Court of Appeals For The First District of Texas
Jul 6, 2017
NO. 01-16-00592-CR (Tex. App. Jul. 6, 2017)

Opinion

NO. 01-16-00592-CR

07-06-2017

ANTONIO ANGUIANO, Appellant v. THE STATE OF TEXAS, Appellee


On Appeal from the 185th District Court Harris County, Texas
Trial Court Case No. 1402374

MEMORANDUM OPINION

A jury found appellant, Antonio Anguiano, guilty of the offense of capital murder. Because the State did not seek the death penalty, the trial court, as statutorily required, assessed his punishment at confinement for life without parole. The trial court further found that appellant used a deadly weapon, namely, a firearm, in the commission of the offense. In his sole issue, appellant contends that the trial court erred in admitting certain evidence.

See TEX. PENAL CODE ANN. § 19.03(a)(7) (Vernon Supp. 2016).

See id. § 12.31(a)(2) (Vernon Supp. 2016).

We affirm.

Background

Richard Bradford testified that in 2013, he owned a building located at 16418 Market Street, Channelview, Texas (the "property"). He lived at the property, sold narcotics there, and used it "as an entertainment place where people [c]ould come over" to "party." Bradford noted that he kept a "stash or stockpile" of money, firearms, and narcotics at the property.

In regard to his narcotics-dealing, Bradford sold pain pills, or prescription pills, and individuals would come to the property to purchase the pills from him. When he was not at the property, one of the complainants, Daniel Rebeiz, was responsible for selling narcotics to customers. The other complainant, John Daniel Shepherd, was a friend of Bradford and would "hang out" at the property frequently. Bradford noted that "anywhere from 25 to 40 different people" would come to the property daily to purchase narcotics from him.

Bradford explained that he first met appellant in July 2013, when he came to the property with a man named "Tim," who had wanted to sell Bradford a firearm. At that time, appellant showed Bradford his firearm, a 9-millimeter handgun that he had recently purchased from Tim. Thereafter, appellant and his friend, "Wally," started coming to the property regularly. Bradford's customers then began to complain about appellant and Wally because they carried firearms and made the customers nervous.

Bradford further testified that at around 7:00 or 7:30 p.m. on August 22, 2013, he told both appellant and Wally that they were no longer allowed at the property and needed to leave. When this occurred, Bradford, Bradford's friend, Larry Reed, and the two complainants were all at the property. Subsequently, at about 8:00 p.m., Bradford and Reed left the property to go to a store, while the complainants remained. While at the store, Bradford received a telephone call from David Polasek, a narcotics customer, and Bradford and Reed immediately returned to the property.

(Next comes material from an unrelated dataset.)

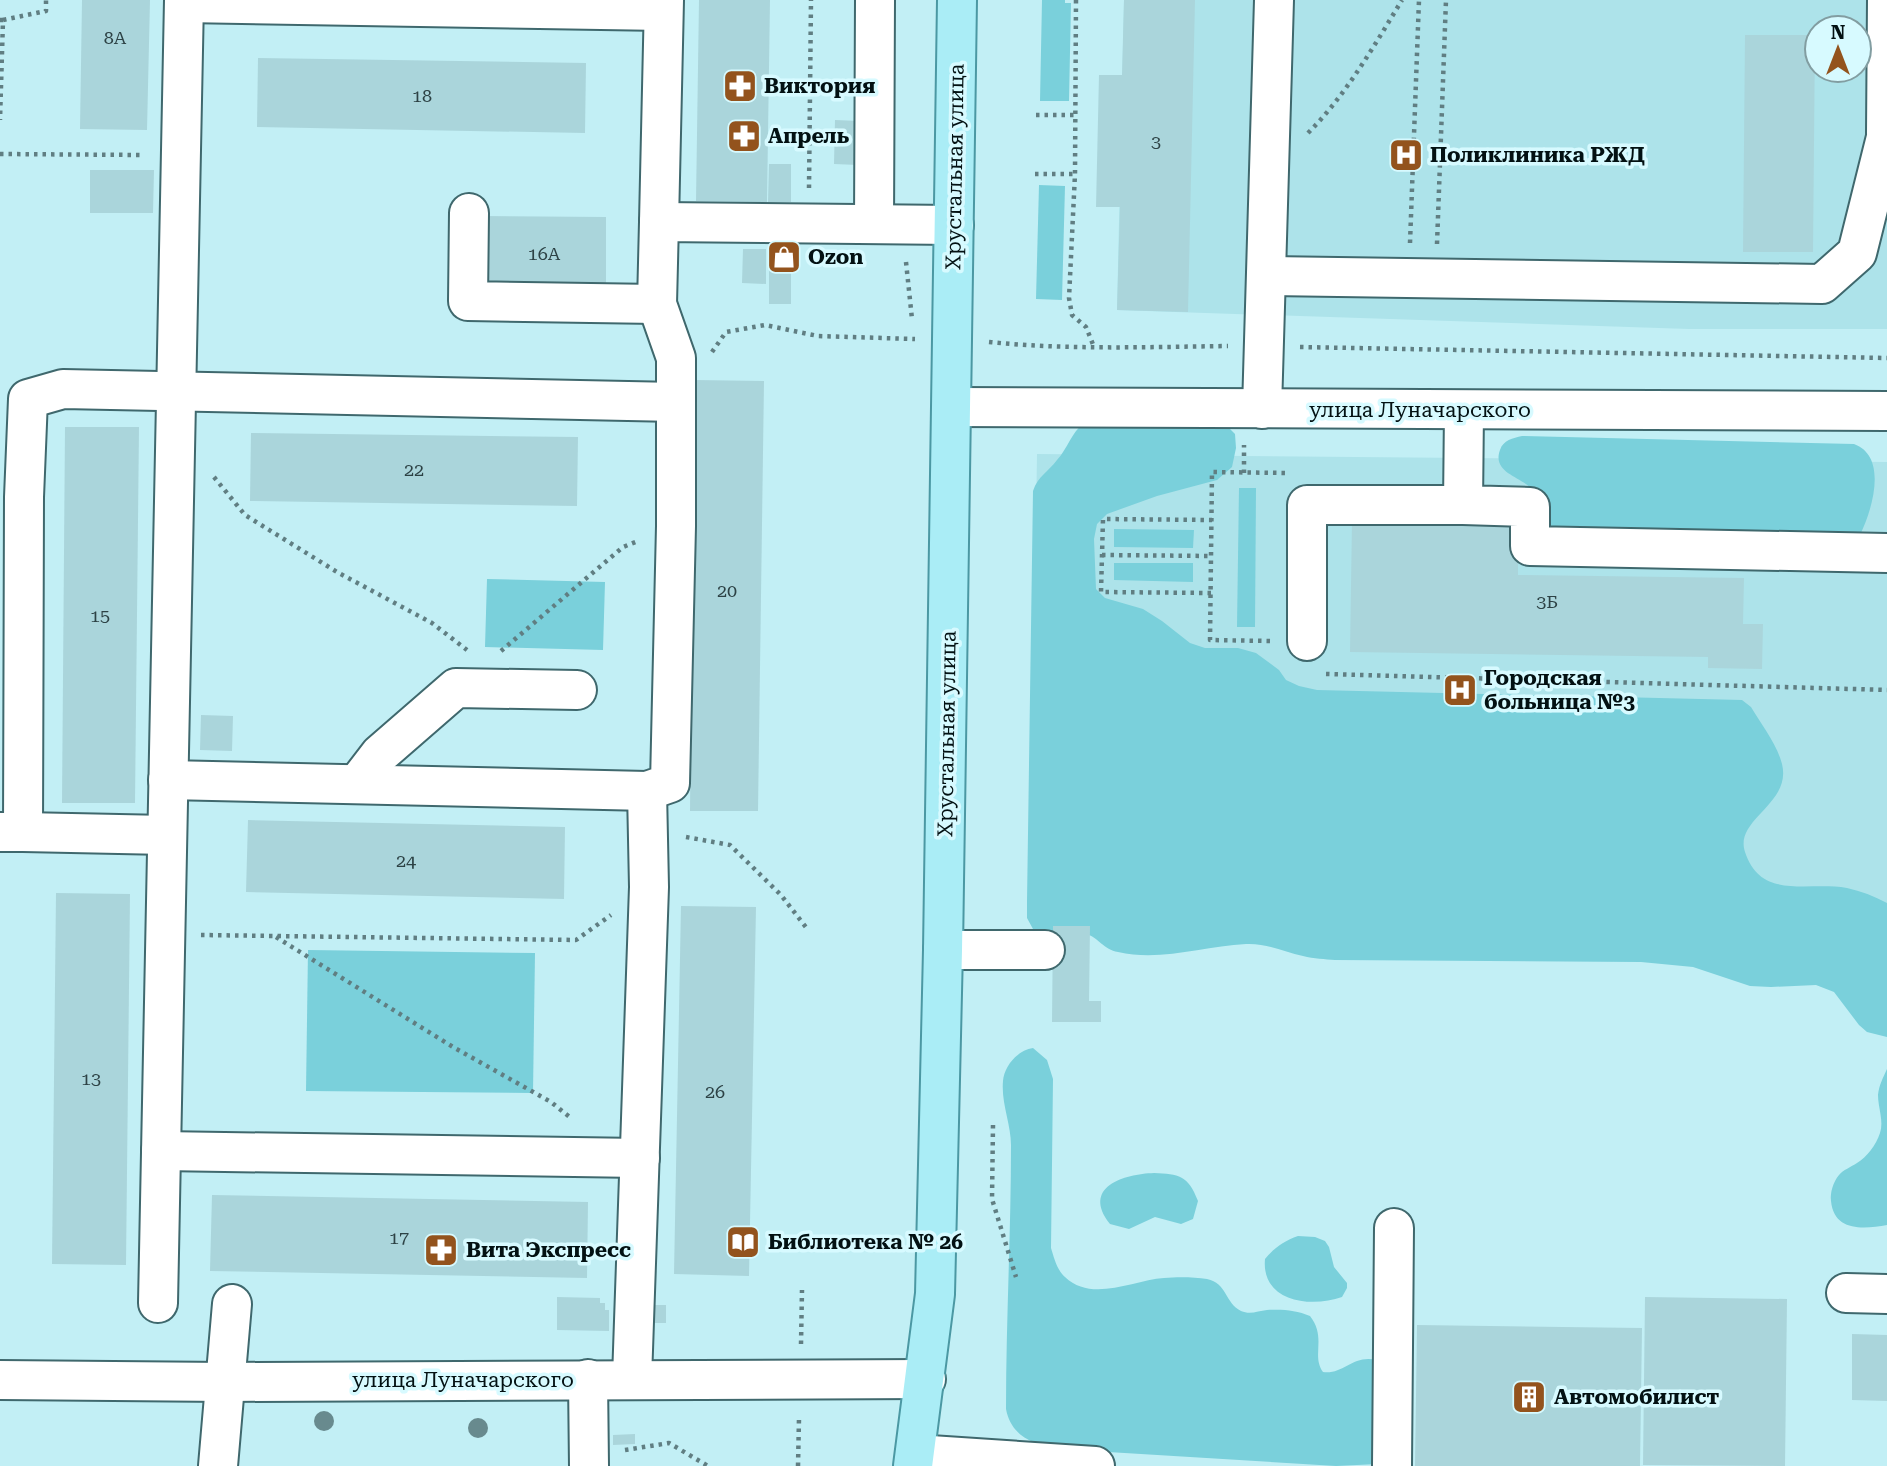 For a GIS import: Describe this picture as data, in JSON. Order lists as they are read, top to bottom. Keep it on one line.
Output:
{"streets":{"main road":["Хрустальная улица"],"street":["улица Луначарского"]},"crossings":[["Хрустальная улица","улица Луначарского"]],"places":{"pharmacy":["Виктория","Апрель","Вита Экспресс"],"hospital":["Поликлиника РЖД","Городская больница №3"],"shop":["Ozon"],"library":["Библиотека № 26"],"building":["Автомобилист"]},"house_numbers":["8А","18","3","16А","22","20","3Б","15","24","13","26","17"],"north":"top"}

Once Bradford arrived at the property and went inside, he saw the complainants "on the ground." It appeared to him that someone "had been looking around" the property because the bedrooms doors were open and things were "out of place" and "knocked over." After he removed his narcotics, firearms, and money from the property, Bradford called for emergency assistance. He noted that he later met with appellant, who told him that he had been at the property when the complainants were shot and Wally was the one who shot them.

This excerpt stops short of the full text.